Dataset excerpts

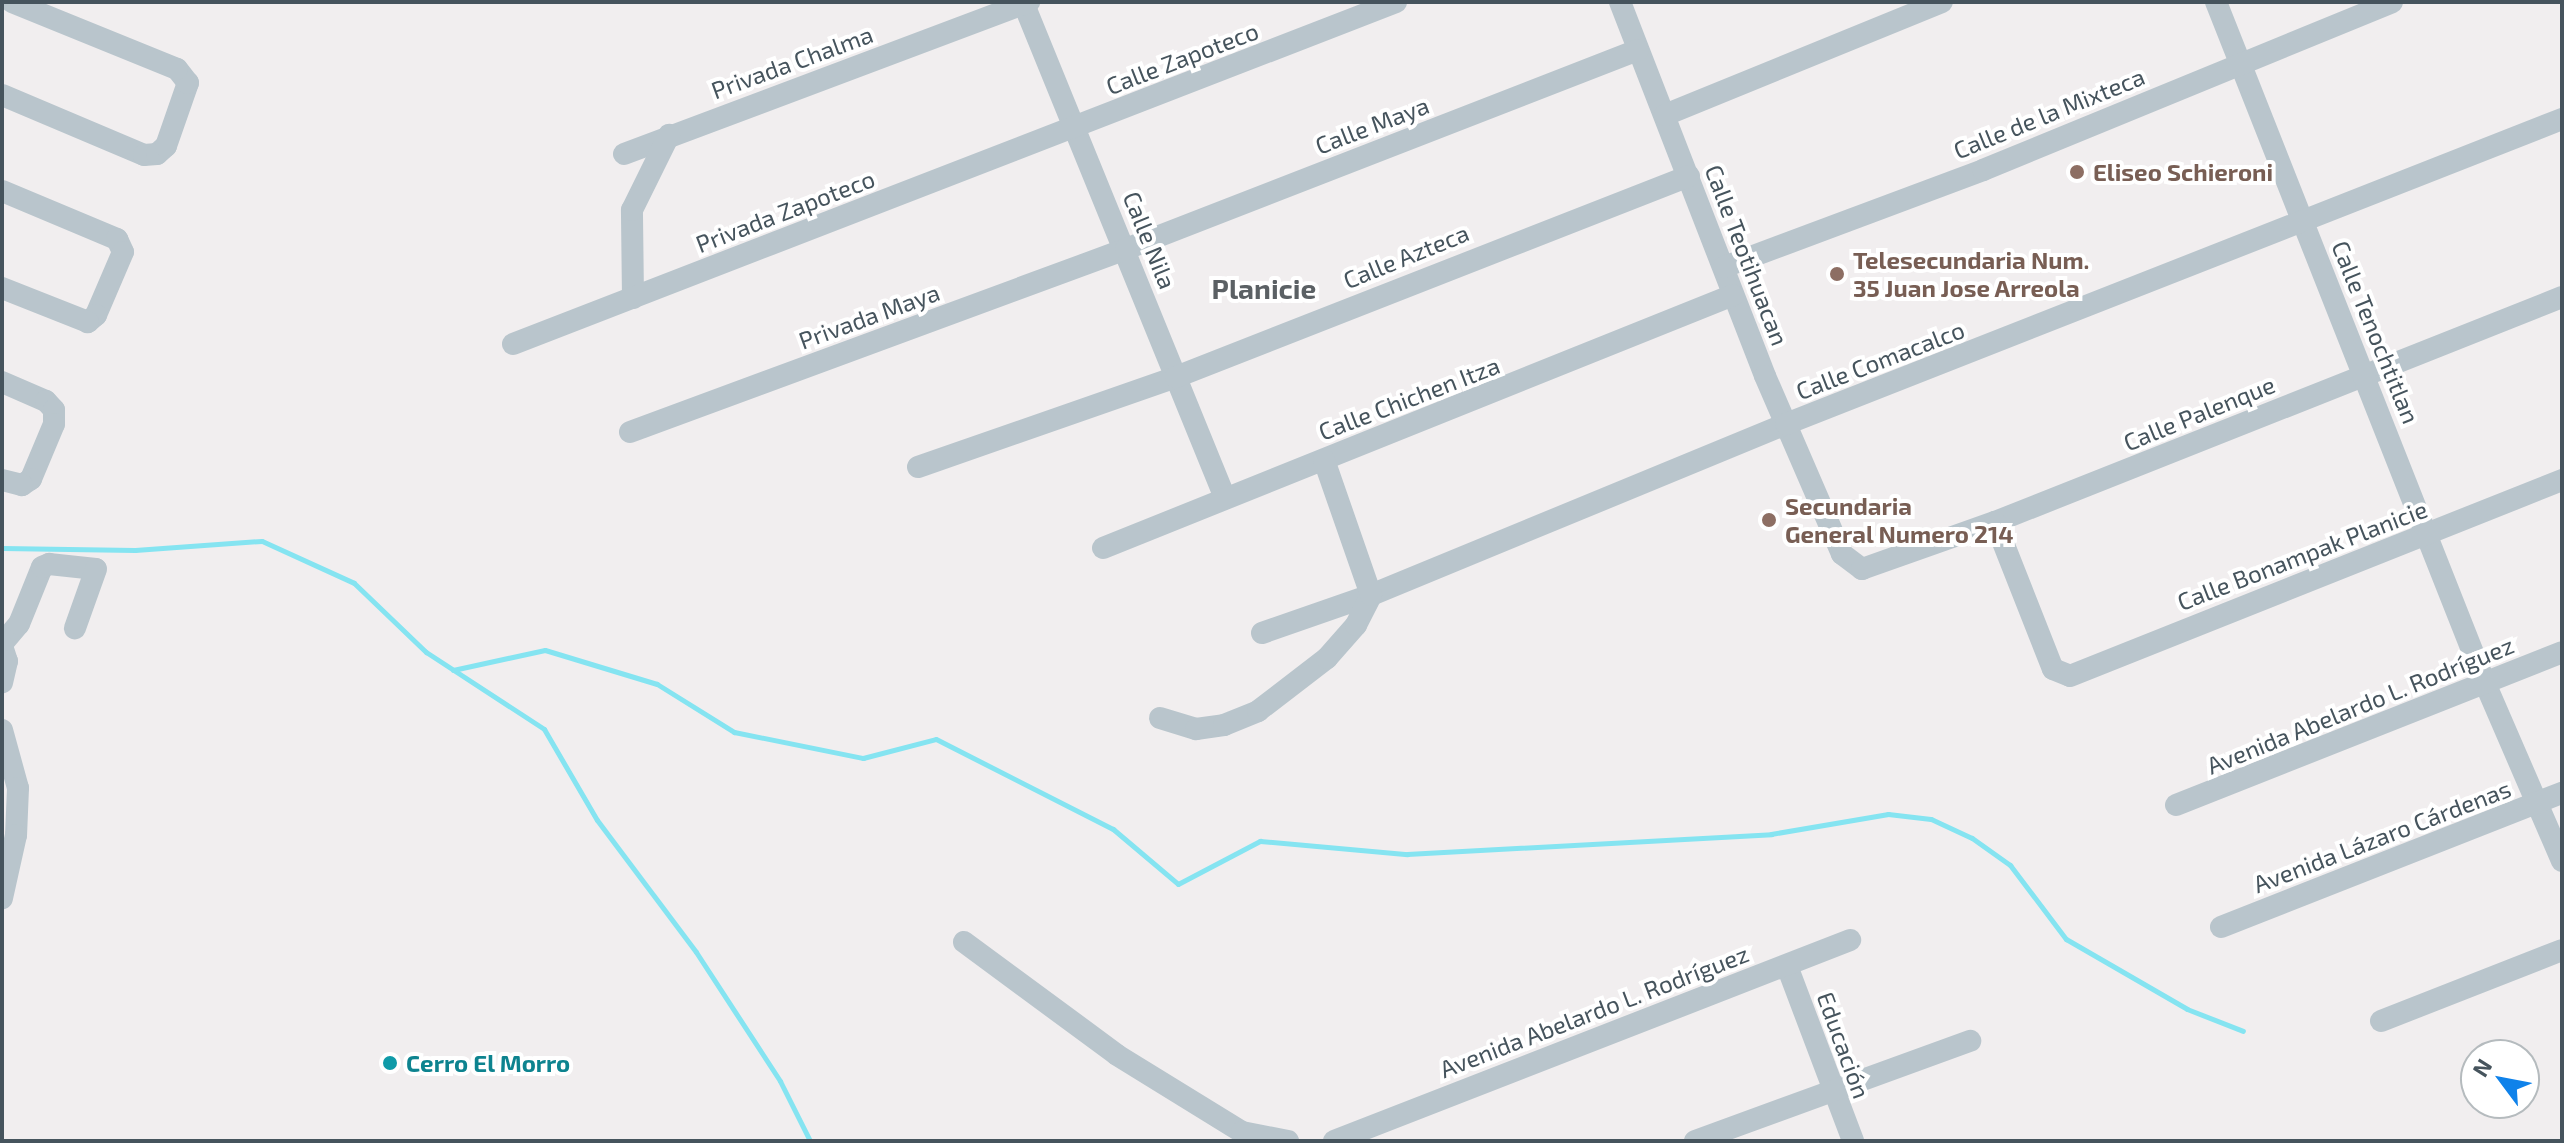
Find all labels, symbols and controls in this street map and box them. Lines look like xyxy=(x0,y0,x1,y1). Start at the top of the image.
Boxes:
street label: Calle Zapoteco xyxy=(1102,16,1262,100)
street label: Privada Chalma xyxy=(707,19,877,105)
street label: Calle de la Mixteca xyxy=(1949,62,2149,164)
street label: Calle Maya xyxy=(1311,90,1433,160)
place label: Eliseo Schieroni xyxy=(2093,158,2273,186)
street label: Calle Teotihuacan xyxy=(1699,160,1795,350)
marker: Eliseo Schieroni xyxy=(2068,163,2086,181)
street label: Privada Zapoteco xyxy=(691,164,879,258)
street label: Calle Nila xyxy=(1117,187,1183,293)
street label: Calle Azteca xyxy=(1339,218,1473,294)
street label: Calle Tenochtitlan xyxy=(2326,236,2426,428)
place label: Telesecundaria Num. 35 Juan Jose Arreola xyxy=(1853,246,2089,302)
marker: Telesecundaria Num. 35 Juan Jose Arreola xyxy=(1828,265,1846,283)
district label: Planicie xyxy=(1212,271,1316,305)
street label: Privada Maya xyxy=(795,277,943,355)
street label: Calle Comacalco xyxy=(1792,315,1968,405)
street label: Calle Chichen Itza xyxy=(1314,350,1504,446)
street label: Calle Palenque xyxy=(2119,370,2279,456)
place label: Secundaria General Numero 214 xyxy=(1785,492,2014,548)
street label: Calle Bonampak Planicie xyxy=(2173,494,2431,616)
marker: Secundaria General Numero 214 xyxy=(1760,511,1778,529)
street label: Avenida Abelardo L. Rodríguez xyxy=(2202,630,2518,780)
street label: Avenida Lázaro Cárdenas xyxy=(2249,774,2515,898)
street label: Avenida Abelardo L. Rodríguez xyxy=(1435,939,1753,1083)
street label: Educación xyxy=(1811,988,1877,1102)
north arrow xyxy=(2460,1039,2540,1119)
place label: Cerro El Morro xyxy=(406,1049,571,1077)
marker: Cerro El Morro xyxy=(381,1054,399,1072)
text: N xyxy=(2466,1054,2497,1081)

## About this exercise
Each record above should be returned unchanged, except that the pictures are dropped.

## Answer section
Find all labels, symbols and controls in this street map and box them. Lines look like xyxy=(x0,y0,x1,y1). Start at the top of the image.
Boxes:
street label: Calle Zapoteco xyxy=(1102,16,1262,100)
street label: Privada Chalma xyxy=(707,19,877,105)
street label: Calle de la Mixteca xyxy=(1949,62,2149,164)
street label: Calle Maya xyxy=(1311,90,1433,160)
place label: Eliseo Schieroni xyxy=(2093,158,2273,186)
street label: Calle Teotihuacan xyxy=(1699,160,1795,350)
marker: Eliseo Schieroni xyxy=(2068,163,2086,181)
street label: Privada Zapoteco xyxy=(691,164,879,258)
street label: Calle Nila xyxy=(1117,187,1183,293)
street label: Calle Azteca xyxy=(1339,218,1473,294)
street label: Calle Tenochtitlan xyxy=(2326,236,2426,428)
place label: Telesecundaria Num. 35 Juan Jose Arreola xyxy=(1853,246,2089,302)
marker: Telesecundaria Num. 35 Juan Jose Arreola xyxy=(1828,265,1846,283)
district label: Planicie xyxy=(1212,271,1316,305)
street label: Privada Maya xyxy=(795,277,943,355)
street label: Calle Comacalco xyxy=(1792,315,1968,405)
street label: Calle Chichen Itza xyxy=(1314,350,1504,446)
street label: Calle Palenque xyxy=(2119,370,2279,456)
place label: Secundaria General Numero 214 xyxy=(1785,492,2014,548)
street label: Calle Bonampak Planicie xyxy=(2173,494,2431,616)
marker: Secundaria General Numero 214 xyxy=(1760,511,1778,529)
street label: Avenida Abelardo L. Rodríguez xyxy=(2202,630,2518,780)
street label: Avenida Lázaro Cárdenas xyxy=(2249,774,2515,898)
street label: Avenida Abelardo L. Rodríguez xyxy=(1435,939,1753,1083)
street label: Educación xyxy=(1811,988,1877,1102)
north arrow xyxy=(2460,1039,2540,1119)
place label: Cerro El Morro xyxy=(406,1049,571,1077)
marker: Cerro El Morro xyxy=(381,1054,399,1072)
text: N xyxy=(2466,1054,2497,1081)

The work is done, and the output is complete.